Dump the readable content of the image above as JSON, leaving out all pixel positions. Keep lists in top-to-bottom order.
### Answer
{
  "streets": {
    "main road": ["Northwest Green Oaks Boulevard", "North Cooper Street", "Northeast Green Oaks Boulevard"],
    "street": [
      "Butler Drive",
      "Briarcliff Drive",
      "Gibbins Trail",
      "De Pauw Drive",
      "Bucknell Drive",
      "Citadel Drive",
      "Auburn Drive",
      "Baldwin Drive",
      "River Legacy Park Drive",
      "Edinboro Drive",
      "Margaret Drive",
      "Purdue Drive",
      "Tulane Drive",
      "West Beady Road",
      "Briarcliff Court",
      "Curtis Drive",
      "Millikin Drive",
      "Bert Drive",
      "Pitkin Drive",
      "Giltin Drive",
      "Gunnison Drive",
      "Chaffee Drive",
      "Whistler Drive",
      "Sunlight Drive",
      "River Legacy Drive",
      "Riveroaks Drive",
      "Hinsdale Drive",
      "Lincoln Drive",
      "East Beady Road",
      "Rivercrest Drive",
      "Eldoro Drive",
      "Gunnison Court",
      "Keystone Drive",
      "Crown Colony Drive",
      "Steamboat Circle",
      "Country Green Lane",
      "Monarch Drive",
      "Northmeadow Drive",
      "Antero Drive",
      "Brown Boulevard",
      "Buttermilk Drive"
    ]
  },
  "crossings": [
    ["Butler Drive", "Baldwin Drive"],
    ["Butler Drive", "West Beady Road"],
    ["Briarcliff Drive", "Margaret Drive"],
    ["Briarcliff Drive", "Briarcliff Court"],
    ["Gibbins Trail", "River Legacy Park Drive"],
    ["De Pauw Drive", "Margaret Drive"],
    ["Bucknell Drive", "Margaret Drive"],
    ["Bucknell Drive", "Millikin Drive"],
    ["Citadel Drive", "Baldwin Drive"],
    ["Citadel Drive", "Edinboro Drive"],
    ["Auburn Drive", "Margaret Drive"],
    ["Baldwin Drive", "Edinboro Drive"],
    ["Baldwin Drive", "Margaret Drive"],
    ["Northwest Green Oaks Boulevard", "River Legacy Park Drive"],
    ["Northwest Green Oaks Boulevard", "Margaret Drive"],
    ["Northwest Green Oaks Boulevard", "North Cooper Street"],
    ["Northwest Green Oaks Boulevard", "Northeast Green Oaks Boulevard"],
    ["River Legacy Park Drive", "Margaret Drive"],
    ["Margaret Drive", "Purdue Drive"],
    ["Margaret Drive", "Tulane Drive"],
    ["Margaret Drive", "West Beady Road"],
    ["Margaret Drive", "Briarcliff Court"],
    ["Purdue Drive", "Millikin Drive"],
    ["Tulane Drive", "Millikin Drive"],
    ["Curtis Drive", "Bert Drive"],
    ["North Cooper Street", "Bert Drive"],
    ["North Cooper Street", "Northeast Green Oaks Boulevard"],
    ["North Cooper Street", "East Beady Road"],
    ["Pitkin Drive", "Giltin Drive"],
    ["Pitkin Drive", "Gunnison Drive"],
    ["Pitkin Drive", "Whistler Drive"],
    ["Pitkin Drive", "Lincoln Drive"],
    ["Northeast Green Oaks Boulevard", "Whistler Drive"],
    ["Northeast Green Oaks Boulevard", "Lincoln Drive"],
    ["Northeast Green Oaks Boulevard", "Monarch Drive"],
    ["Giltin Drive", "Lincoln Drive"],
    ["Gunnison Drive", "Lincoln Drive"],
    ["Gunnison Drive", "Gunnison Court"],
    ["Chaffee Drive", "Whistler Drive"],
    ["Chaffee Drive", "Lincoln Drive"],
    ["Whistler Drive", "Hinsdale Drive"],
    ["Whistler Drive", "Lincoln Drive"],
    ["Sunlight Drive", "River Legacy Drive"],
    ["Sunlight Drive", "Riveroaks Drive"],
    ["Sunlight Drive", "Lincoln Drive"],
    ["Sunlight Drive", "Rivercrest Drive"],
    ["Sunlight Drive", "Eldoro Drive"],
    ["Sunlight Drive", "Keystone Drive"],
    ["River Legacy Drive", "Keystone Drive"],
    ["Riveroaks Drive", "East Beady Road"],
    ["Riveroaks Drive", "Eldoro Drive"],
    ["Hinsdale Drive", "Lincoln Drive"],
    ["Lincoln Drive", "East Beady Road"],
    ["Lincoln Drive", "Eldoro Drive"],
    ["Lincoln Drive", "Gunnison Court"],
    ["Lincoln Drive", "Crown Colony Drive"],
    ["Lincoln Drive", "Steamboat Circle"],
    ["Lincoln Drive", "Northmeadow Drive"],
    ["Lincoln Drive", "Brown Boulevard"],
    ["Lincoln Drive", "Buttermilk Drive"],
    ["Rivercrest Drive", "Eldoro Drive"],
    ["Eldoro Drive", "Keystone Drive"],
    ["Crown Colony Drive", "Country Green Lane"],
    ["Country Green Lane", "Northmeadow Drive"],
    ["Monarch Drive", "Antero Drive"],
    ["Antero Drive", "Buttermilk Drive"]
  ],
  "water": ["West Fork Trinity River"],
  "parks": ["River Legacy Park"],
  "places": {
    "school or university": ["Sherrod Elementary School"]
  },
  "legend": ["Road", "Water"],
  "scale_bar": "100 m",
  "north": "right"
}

*-*-*

* **TASK INSTRUCTIONS**
Set down each entry exactly as it appears above.

* **WRITTEN RESPONSE**
Dump the readable content of the image above as JSON, leaving out all pixel positions. Keep lists in top-to-bottom order.
### Answer
{
  "streets": {
    "main road": ["Northwest Green Oaks Boulevard", "North Cooper Street", "Northeast Green Oaks Boulevard"],
    "street": [
      "Butler Drive",
      "Briarcliff Drive",
      "Gibbins Trail",
      "De Pauw Drive",
      "Bucknell Drive",
      "Citadel Drive",
      "Auburn Drive",
      "Baldwin Drive",
      "River Legacy Park Drive",
      "Edinboro Drive",
      "Margaret Drive",
      "Purdue Drive",
      "Tulane Drive",
      "West Beady Road",
      "Briarcliff Court",
      "Curtis Drive",
      "Millikin Drive",
      "Bert Drive",
      "Pitkin Drive",
      "Giltin Drive",
      "Gunnison Drive",
      "Chaffee Drive",
      "Whistler Drive",
      "Sunlight Drive",
      "River Legacy Drive",
      "Riveroaks Drive",
      "Hinsdale Drive",
      "Lincoln Drive",
      "East Beady Road",
      "Rivercrest Drive",
      "Eldoro Drive",
      "Gunnison Court",
      "Keystone Drive",
      "Crown Colony Drive",
      "Steamboat Circle",
      "Country Green Lane",
      "Monarch Drive",
      "Northmeadow Drive",
      "Antero Drive",
      "Brown Boulevard",
      "Buttermilk Drive"
    ]
  },
  "crossings": [
    ["Butler Drive", "Baldwin Drive"],
    ["Butler Drive", "West Beady Road"],
    ["Briarcliff Drive", "Margaret Drive"],
    ["Briarcliff Drive", "Briarcliff Court"],
    ["Gibbins Trail", "River Legacy Park Drive"],
    ["De Pauw Drive", "Margaret Drive"],
    ["Bucknell Drive", "Margaret Drive"],
    ["Bucknell Drive", "Millikin Drive"],
    ["Citadel Drive", "Baldwin Drive"],
    ["Citadel Drive", "Edinboro Drive"],
    ["Auburn Drive", "Margaret Drive"],
    ["Baldwin Drive", "Edinboro Drive"],
    ["Baldwin Drive", "Margaret Drive"],
    ["Northwest Green Oaks Boulevard", "River Legacy Park Drive"],
    ["Northwest Green Oaks Boulevard", "Margaret Drive"],
    ["Northwest Green Oaks Boulevard", "North Cooper Street"],
    ["Northwest Green Oaks Boulevard", "Northeast Green Oaks Boulevard"],
    ["River Legacy Park Drive", "Margaret Drive"],
    ["Margaret Drive", "Purdue Drive"],
    ["Margaret Drive", "Tulane Drive"],
    ["Margaret Drive", "West Beady Road"],
    ["Margaret Drive", "Briarcliff Court"],
    ["Purdue Drive", "Millikin Drive"],
    ["Tulane Drive", "Millikin Drive"],
    ["Curtis Drive", "Bert Drive"],
    ["North Cooper Street", "Bert Drive"],
    ["North Cooper Street", "Northeast Green Oaks Boulevard"],
    ["North Cooper Street", "East Beady Road"],
    ["Pitkin Drive", "Giltin Drive"],
    ["Pitkin Drive", "Gunnison Drive"],
    ["Pitkin Drive", "Whistler Drive"],
    ["Pitkin Drive", "Lincoln Drive"],
    ["Northeast Green Oaks Boulevard", "Whistler Drive"],
    ["Northeast Green Oaks Boulevard", "Lincoln Drive"],
    ["Northeast Green Oaks Boulevard", "Monarch Drive"],
    ["Giltin Drive", "Lincoln Drive"],
    ["Gunnison Drive", "Lincoln Drive"],
    ["Gunnison Drive", "Gunnison Court"],
    ["Chaffee Drive", "Whistler Drive"],
    ["Chaffee Drive", "Lincoln Drive"],
    ["Whistler Drive", "Hinsdale Drive"],
    ["Whistler Drive", "Lincoln Drive"],
    ["Sunlight Drive", "River Legacy Drive"],
    ["Sunlight Drive", "Riveroaks Drive"],
    ["Sunlight Drive", "Lincoln Drive"],
    ["Sunlight Drive", "Rivercrest Drive"],
    ["Sunlight Drive", "Eldoro Drive"],
    ["Sunlight Drive", "Keystone Drive"],
    ["River Legacy Drive", "Keystone Drive"],
    ["Riveroaks Drive", "East Beady Road"],
    ["Riveroaks Drive", "Eldoro Drive"],
    ["Hinsdale Drive", "Lincoln Drive"],
    ["Lincoln Drive", "East Beady Road"],
    ["Lincoln Drive", "Eldoro Drive"],
    ["Lincoln Drive", "Gunnison Court"],
    ["Lincoln Drive", "Crown Colony Drive"],
    ["Lincoln Drive", "Steamboat Circle"],
    ["Lincoln Drive", "Northmeadow Drive"],
    ["Lincoln Drive", "Brown Boulevard"],
    ["Lincoln Drive", "Buttermilk Drive"],
    ["Rivercrest Drive", "Eldoro Drive"],
    ["Eldoro Drive", "Keystone Drive"],
    ["Crown Colony Drive", "Country Green Lane"],
    ["Country Green Lane", "Northmeadow Drive"],
    ["Monarch Drive", "Antero Drive"],
    ["Antero Drive", "Buttermilk Drive"]
  ],
  "water": ["West Fork Trinity River"],
  "parks": ["River Legacy Park"],
  "places": {
    "school or university": ["Sherrod Elementary School"]
  },
  "legend": ["Road", "Water"],
  "scale_bar": "100 m",
  "north": "right"
}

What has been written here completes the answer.